Price of houses in Limerick continue to fall in second quarter of the year

Price of houses in Limerick continue to fall in second quarter of the year

 

Property prices in both Limerick city and county have continued to fall in the second quarter of the year, but at a more moderate rate, according to the latest survey from property website MyHome.ie.

The survey shows the median asking price in the city fell  3.3% in the quarter to €145,000 and in the county by 3% to €160,000.

The asking price for a three-bed semi in Limerick fell by more than 4% to €148,500, more than 38% off the 2006 peak.  The median price of a 4-bed semi was, however just 0.5% at €179,000 – a fall of 7.5% in the past year.

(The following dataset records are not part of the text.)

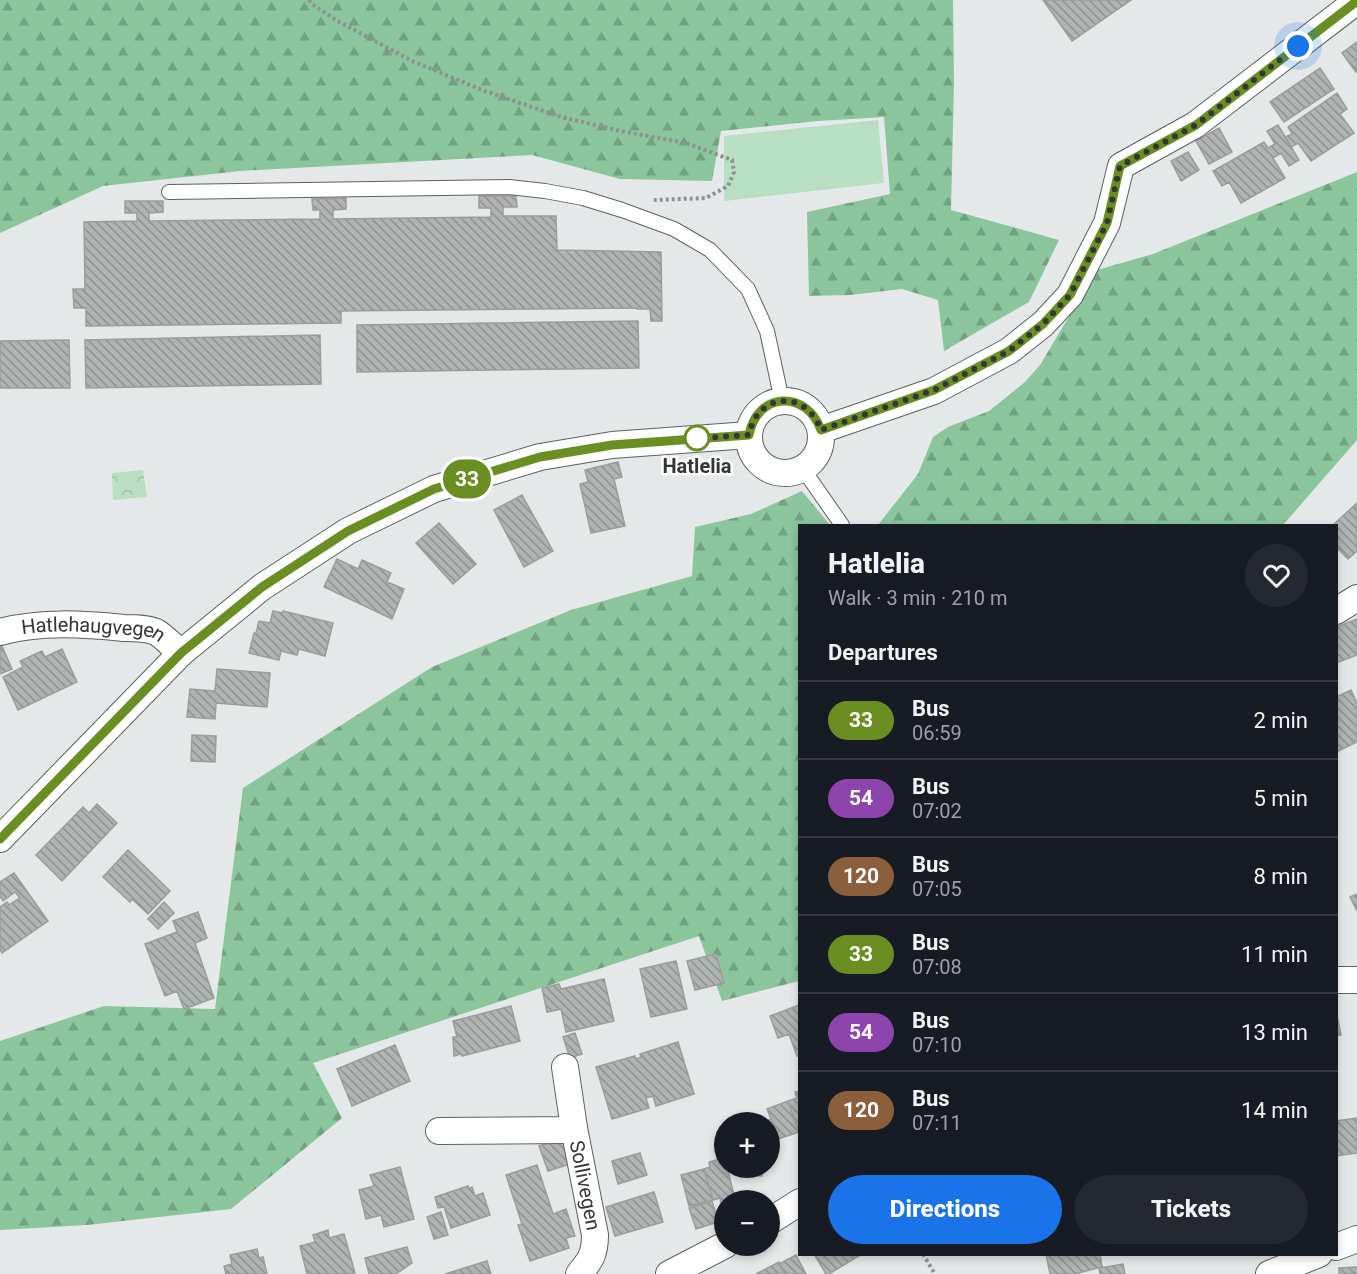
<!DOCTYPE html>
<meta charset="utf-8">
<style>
body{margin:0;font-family:Roboto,sans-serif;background:#242831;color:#f1f3f6;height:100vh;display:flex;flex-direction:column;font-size:22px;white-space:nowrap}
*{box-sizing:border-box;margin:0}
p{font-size:20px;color:#9ea1a6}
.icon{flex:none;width:33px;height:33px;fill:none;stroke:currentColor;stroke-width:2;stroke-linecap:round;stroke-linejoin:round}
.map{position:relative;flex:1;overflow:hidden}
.side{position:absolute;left:798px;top:524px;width:540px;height:732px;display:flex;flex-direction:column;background:#171b24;border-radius:0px;box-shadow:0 3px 9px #0003}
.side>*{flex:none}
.badge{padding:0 12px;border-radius:20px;font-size:21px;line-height:39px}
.fabs{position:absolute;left:714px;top:1112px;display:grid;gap:12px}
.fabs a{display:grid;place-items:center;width:66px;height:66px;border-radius:50%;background:#171b24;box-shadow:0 3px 9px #0003;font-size:30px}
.you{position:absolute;width:30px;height:30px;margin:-15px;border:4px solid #fff;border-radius:50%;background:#1a73e8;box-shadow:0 0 0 9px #1a73e833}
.map>.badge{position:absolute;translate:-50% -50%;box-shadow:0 0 0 3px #fff}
h2{padding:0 30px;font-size:22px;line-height:54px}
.round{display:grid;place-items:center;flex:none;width:63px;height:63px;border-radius:32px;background:#242831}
.summary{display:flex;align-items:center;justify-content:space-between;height:102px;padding:0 30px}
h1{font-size:28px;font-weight:800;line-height:45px}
.action{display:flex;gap:12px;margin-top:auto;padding:12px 30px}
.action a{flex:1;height:69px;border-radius:36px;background:#1a73e8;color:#fff;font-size:24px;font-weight:800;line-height:69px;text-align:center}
.action a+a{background:#242831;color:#f1f3f6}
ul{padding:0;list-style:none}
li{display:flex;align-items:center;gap:18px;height:78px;padding:0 30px;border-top:2px solid #363941}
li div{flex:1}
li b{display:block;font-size:22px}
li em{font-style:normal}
li .badge{min-width:66px;font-weight:700;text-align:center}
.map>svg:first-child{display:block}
.forest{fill:url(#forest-firs)}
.park{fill:url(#park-crowns)}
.pitch{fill:#b9dfc3}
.building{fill:url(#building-back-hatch);stroke:#9a9d9c;stroke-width:1.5}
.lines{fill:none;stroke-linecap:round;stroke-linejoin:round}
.service-casing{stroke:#5d6060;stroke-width:16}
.minor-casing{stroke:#5d6060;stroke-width:28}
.path{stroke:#8e9191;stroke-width:4;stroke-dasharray:3 3;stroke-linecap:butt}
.service{stroke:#fff;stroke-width:14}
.minor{stroke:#fff;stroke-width:26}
.line-casing{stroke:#fff;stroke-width:14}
.line{stroke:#6b8e23;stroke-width:9}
.walk{stroke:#343636;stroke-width:6;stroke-dasharray:0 10.8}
.stop-dot{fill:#fff;stroke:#6b8e23;stroke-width:3}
.labels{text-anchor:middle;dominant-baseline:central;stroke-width:5;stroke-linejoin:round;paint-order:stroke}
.stop-label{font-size:20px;font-weight:bold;fill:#343636;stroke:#fff}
.street-label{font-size:20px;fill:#343636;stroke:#fff}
</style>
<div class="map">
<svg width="1357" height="1274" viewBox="0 0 1357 1274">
<defs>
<pattern id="forest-firs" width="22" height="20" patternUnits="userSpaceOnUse" patternTransform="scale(1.5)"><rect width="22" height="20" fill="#8bc59c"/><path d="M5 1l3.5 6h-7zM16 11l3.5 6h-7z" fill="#72a180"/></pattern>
<pattern id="park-crowns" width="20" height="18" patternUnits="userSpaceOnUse" patternTransform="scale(1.5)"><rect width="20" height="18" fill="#b9dfc3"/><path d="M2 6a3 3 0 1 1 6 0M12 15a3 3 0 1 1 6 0" fill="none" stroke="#a0c0a8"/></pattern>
<pattern id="building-back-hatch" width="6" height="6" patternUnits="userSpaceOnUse" patternTransform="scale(1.5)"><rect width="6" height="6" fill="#b0b3b2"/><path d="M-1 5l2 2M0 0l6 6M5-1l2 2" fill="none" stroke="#909292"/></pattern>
</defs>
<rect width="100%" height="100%" fill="#e4e8e8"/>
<!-- forest -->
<path class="forest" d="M 0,0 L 953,0 L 954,82 L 951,210 L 1059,240 L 1029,302 L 944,351 L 938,300 L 902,289 L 850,295 L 809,296 L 807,212 L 890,194 L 884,117 L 818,121 L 721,131 L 712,181 L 620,179 L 532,155 L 240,171 L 103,186 L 0,233 Z
M 1357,172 L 1357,440 L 1283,525 L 878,525 L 918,474 L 933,437 L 948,427 L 989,411 L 1025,382 L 1040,365 L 1097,270 L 1153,254 Z
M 802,491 L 830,525 L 800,525 L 799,981 L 722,1001 L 699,936 L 313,1063 L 342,1118 L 231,1209 L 87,1225 L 0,1230 L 0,1041 L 104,1006 L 215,1009 L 243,788 L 432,667 L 571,610 L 692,576 L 695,527 L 751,514 Z"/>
<!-- park -->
<path class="park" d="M 143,470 L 147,497 L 113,500 L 112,473 Z"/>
<!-- pitch -->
<path class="pitch" d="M 878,120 L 884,183 L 724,201 L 724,136 Z"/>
<!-- building -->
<path class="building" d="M 1043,0 L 1131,0 L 1072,41 Z
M 1357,42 L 1357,72 L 1356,72 L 1342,53 Z
M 1320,68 L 1334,89 L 1284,122 L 1270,102 Z
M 1337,93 L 1347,109 L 1340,114 L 1354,133 L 1311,161 L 1298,143 L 1291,147 L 1285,137 L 1292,134 L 1288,127 Z
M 1278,125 L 1299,160 L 1289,166 L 1281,153 L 1273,158 L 1285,178 L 1241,203 L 1229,182 L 1222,186 L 1213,171 L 1264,142 L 1268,148 L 1275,144 L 1267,131 Z
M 1219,128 L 1232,152 L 1209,164 L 1196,141 Z
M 1188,152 L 1199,170 L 1181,181 L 1171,161 Z
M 479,196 L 516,196 L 517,207 L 503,207 L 503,216 L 556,216 L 557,250 L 661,252 L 662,321 L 651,321 L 650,309 L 637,309 L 637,308 L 341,311 L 341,323 L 86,326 L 86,308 L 74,308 L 73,289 L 85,289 L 84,222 L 137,221 L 137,213 L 125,213 L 125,201 L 163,201 L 163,212 L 149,213 L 149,221 L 320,219 L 320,210 L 313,210 L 312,199 L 346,198 L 346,209 L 333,210 L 333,219 L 491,217 L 491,208 L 479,208 Z
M 638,321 L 639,368 L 357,372 L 357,325 Z
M 320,335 L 321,384 L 86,388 L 85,340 Z
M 69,340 L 70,388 L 0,388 L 0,341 Z
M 618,462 L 622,477 L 614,479 L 625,526 L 591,533 L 580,484 L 588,482 L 585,470 Z
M 522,495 L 553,551 L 524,567 L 494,510 Z
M 1357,503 L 1357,551 L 1348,559 L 1336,547 L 1336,525 L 1333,525 Z
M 439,523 L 476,564 L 453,584 L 416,543 Z
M 337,559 L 358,569 L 362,560 L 391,573 L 387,582 L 404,589 L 392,619 L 324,587 Z
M 273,611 L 283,613 L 283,611 L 333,623 L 325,656 L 299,649 L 297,655 L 281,651 L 279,660 L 249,653 L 254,633 L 256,633 L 259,621 L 270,623 Z
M 1357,619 L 1357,655 L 1336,663 L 1336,627 Z
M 2,646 L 12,669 L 0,674 L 0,647 Z
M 62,649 L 77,682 L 18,710 L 3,677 L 23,667 L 20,661 L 42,651 L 45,657 Z
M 217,669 L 270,673 L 267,707 L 216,703 L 215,719 L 187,717 L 190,689 L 215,691 Z
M 1351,690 L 1357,703 L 1357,742 L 1336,752 L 1336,697 Z
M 192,735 L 216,736 L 215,762 L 191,761 Z
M 97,804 L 117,823 L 62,881 L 36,855 L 83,807 L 89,813 Z
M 128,850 L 170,891 L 148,914 L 132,899 L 130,902 L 103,877 Z
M 14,873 L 48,921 L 2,953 L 0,949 L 0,907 L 7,902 L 9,905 L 20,898 L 15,892 L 3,901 L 0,896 L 0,882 Z
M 1357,894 L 1357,911 L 1350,897 Z
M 164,902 L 174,913 L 158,929 L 148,919 Z
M 198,912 L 207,938 L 195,943 L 214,998 L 184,1009 L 177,991 L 165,996 L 145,944 L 177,932 L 173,921 Z
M 716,954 L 724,983 L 695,990 L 687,961 Z
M 676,961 L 687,1009 L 651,1017 L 640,969 Z
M 604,979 L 614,1021 L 566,1032 L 561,1009 L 547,1012 L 542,988 L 559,984 L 561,989 Z
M 799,1005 L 800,1056 L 797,1056 L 789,1034 L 778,1038 L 770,1016 Z
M 511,1006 L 520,1041 L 462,1056 L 461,1054 L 454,1056 L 453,1037 L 457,1037 L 453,1021 Z
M 1336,1010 L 1341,1035 L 1336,1036 Z
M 575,1033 L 582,1054 L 570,1058 L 563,1037 Z
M 678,1042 L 694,1094 L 656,1106 L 653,1096 L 646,1098 L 649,1108 L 612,1119 L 596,1067 L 635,1056 L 636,1059 L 641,1057 L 640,1054 Z
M 395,1045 L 410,1081 L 352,1106 L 337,1069 Z
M 800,1091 L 800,1132 L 799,1132 L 788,1101 L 797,1098 L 795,1092 Z
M 788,1101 L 799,1132 L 778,1139 L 774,1127 L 770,1128 L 770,1122 L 765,1121 L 771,1119 L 767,1109 Z
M 1357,1118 L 1357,1153 L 1336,1156 L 1336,1121 Z
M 565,1137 L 573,1163 L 548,1171 L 539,1146 Z
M 640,1153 L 647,1175 L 618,1184 L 612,1161 Z
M 724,1158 L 724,1167 L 727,1167 L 735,1199 L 724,1200 L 724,1202 L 721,1203 L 720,1198 L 713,1200 L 704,1169 L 710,1167 L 709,1162 Z
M 537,1165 L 553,1214 L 566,1209 L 575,1236 L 566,1238 L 569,1248 L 530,1261 L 518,1225 L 522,1224 L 506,1175 Z
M 400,1167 L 414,1219 L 384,1227 L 381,1215 L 366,1219 L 359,1190 L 374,1186 L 370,1175 Z
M 744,1167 L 762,1167 L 762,1176 L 744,1176 Z
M 704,1169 L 713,1200 L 689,1206 L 681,1175 Z
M 468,1186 L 469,1189 L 472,1187 L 475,1196 L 483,1193 L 490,1215 L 451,1228 L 444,1207 L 438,1208 L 435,1197 Z
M 654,1192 L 663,1222 L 615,1236 L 606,1207 Z
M 712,1201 L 718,1222 L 696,1229 L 689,1208 Z
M 441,1212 L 448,1235 L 434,1239 L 427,1217 Z
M 328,1230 L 329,1238 L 344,1234 L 355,1273 L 350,1274 L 307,1274 L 300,1246 L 315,1242 L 313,1235 Z
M 407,1247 L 412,1263 L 396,1274 L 369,1274 L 365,1258 Z
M 257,1249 L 259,1258 L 263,1257 L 267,1274 L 226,1274 L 224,1266 L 232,1264 L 230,1255 Z
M 814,1254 L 862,1254 L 829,1274 L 826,1274 Z
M 1046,1254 L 1100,1254 L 1102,1267 L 1074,1274 L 1050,1274 Z
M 796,1255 L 806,1274 L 785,1274 L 779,1264 Z
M 487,1261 L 491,1274 L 445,1274 Z
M 779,1262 L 785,1274 L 756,1274 Z
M 1123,1264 L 1125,1274 L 1100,1274 L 1099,1268 Z
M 1357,1267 L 1357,1274 L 1339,1274 L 1339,1268 Z"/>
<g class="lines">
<defs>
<path id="service" d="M 169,192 L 509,187 L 545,191 L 583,198 L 622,210 L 674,229 L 710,250 L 748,289 L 767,331 L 782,401
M 803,469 L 842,525"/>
<g id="minor">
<circle cx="785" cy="437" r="36"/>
<path d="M 821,430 L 934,391 L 1009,351 L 1043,324 L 1070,295 L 1107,223 L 1121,166 L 1195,125 L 1357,1"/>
<path d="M 1336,611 L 1357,598"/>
<path id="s1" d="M 0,632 C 40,621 84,624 124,628 C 134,628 147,628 156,632 C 165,637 173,647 181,653"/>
<path d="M 0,839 L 181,653 L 262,587 L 348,531 L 434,489 L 540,457 L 612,445 L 749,435"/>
<path d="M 1336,980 L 1357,980"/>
<path id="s2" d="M 565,1067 L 574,1128 L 595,1235 C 595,1253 591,1260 579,1274"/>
<path d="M 439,1131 L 565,1130 L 574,1128"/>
<path d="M 770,1221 L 800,1202"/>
<path d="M 1336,1247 L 1357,1239"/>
<path d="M 669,1274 L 725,1245"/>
<path d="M 1269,1274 L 1319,1254"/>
</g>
</defs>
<!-- service casing -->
<use href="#service" class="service-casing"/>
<!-- minor casing -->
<use href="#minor" class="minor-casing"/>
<!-- path -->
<path class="path" d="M 309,0 L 312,4 L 336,20 L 410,60 L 482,90 L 561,117 L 621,131 L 686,143 L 732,160 L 734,172 L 728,186 L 706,198 L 654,200
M 923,1254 L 935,1274"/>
<!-- service -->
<use href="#service" class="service"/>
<!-- minor -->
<use href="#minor" class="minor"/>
</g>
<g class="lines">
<defs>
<path id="line" d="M 0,839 L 181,653 L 262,587 L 348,531 L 434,489 L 540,457 L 612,445 L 749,435 C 757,392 806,389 821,430 L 934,390 L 1009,351 L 1043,324 L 1070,295 L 1107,223 L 1120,166 L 1196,125 L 1357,1"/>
</defs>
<!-- line casing -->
<use href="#line" class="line-casing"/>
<!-- line -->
<use href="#line" class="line"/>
<!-- walk -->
<path class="walk" d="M 697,438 L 690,439 L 749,435 C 757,392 806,389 821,430 L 934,390 L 1009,351 L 1043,324 L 1070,295 L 1107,223 L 1120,166 L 1196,125 L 1298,46"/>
</g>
<!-- markers -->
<circle class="stop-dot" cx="697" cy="438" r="12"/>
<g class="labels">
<!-- stop labels -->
<g class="stop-label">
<text x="697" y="466">Hatlelia</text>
</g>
<!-- street labels -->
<g class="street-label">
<text stroke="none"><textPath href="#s1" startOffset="94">Hatlehaugvegen</textPath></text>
<text stroke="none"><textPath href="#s2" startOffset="120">Sollivegen</textPath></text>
</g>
</g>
</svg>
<div class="fabs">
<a>+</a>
<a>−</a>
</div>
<div class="you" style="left:1298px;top:46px"></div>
<b class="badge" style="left:467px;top:479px;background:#6b8e23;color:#fff">33</b>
<section class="side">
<div class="summary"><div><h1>Hatlelia</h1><p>Walk · 3 min · 210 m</p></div><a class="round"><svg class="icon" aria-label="heart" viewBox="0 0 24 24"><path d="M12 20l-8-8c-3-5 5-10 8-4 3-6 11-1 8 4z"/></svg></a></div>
<h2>Departures</h2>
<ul>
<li><span class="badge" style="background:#6b8e23;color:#fff">33</span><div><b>Bus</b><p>06:59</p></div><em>2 min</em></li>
<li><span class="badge" style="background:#8e44ad;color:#fff">54</span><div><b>Bus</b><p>07:02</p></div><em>5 min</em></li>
<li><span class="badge" style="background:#8b5e3c;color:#fff">120</span><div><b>Bus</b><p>07:05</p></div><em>8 min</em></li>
<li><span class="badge" style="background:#6b8e23;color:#fff">33</span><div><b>Bus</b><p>07:08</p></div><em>11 min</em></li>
<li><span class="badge" style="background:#8e44ad;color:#fff">54</span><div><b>Bus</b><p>07:10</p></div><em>13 min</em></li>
<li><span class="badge" style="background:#8b5e3c;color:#fff">120</span><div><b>Bus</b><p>07:11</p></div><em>14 min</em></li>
</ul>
<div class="action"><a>Directions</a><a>Tickets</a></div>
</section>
</div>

Asking prices for houses in Dublin have grown by 1% year on year according to the t survey. It’s the first time annual growth has been recorded for house prices in the capital in six years. In Cork, prices remained stable for the second successive quarter. Asking prices for houses nationally fell by 1.9% in the second quarter to stand at €193,000, a fall of 53% from the peak.

The author of the report, Caroline Kelleher from DKM Economic Consultants said the findings suggested that the trough in the current property cycle has been reached in Dublin.

As well as showing modest annual growth in Dublin, these figures indicate key markets such as Cork are likely to follow suit in the near future.  While nationally prices are continuing to fall, the rate of decline continues to moderate. These signs are encouraging but further improvements in the economy and employment will be needed to sustain this and to see it spread to markets outside the capital” Ms Kelleher said.

Angela Keegan, Managing Director of MyHome.ie described the latest figures as very encouraging and said she believed the trend towards price stabilisation would spread to other cities in coming months. “We have consistently said that any recovery would happen first in Dublin and it’s very positive to now see prices stabilising in Cork and other counties like Kildare.

“One issue in Dublin and some other urban areas is a shortage of stock. In the capital stock levels are down a third in the last 12 months although they are up 7.6% on Q1. Competition for properties is driving prices in some parts of the city and an increase in the supply would ensure affordability – which has improved dramatically in recent years – remains at a reasonable level,”  Ms Keegan said.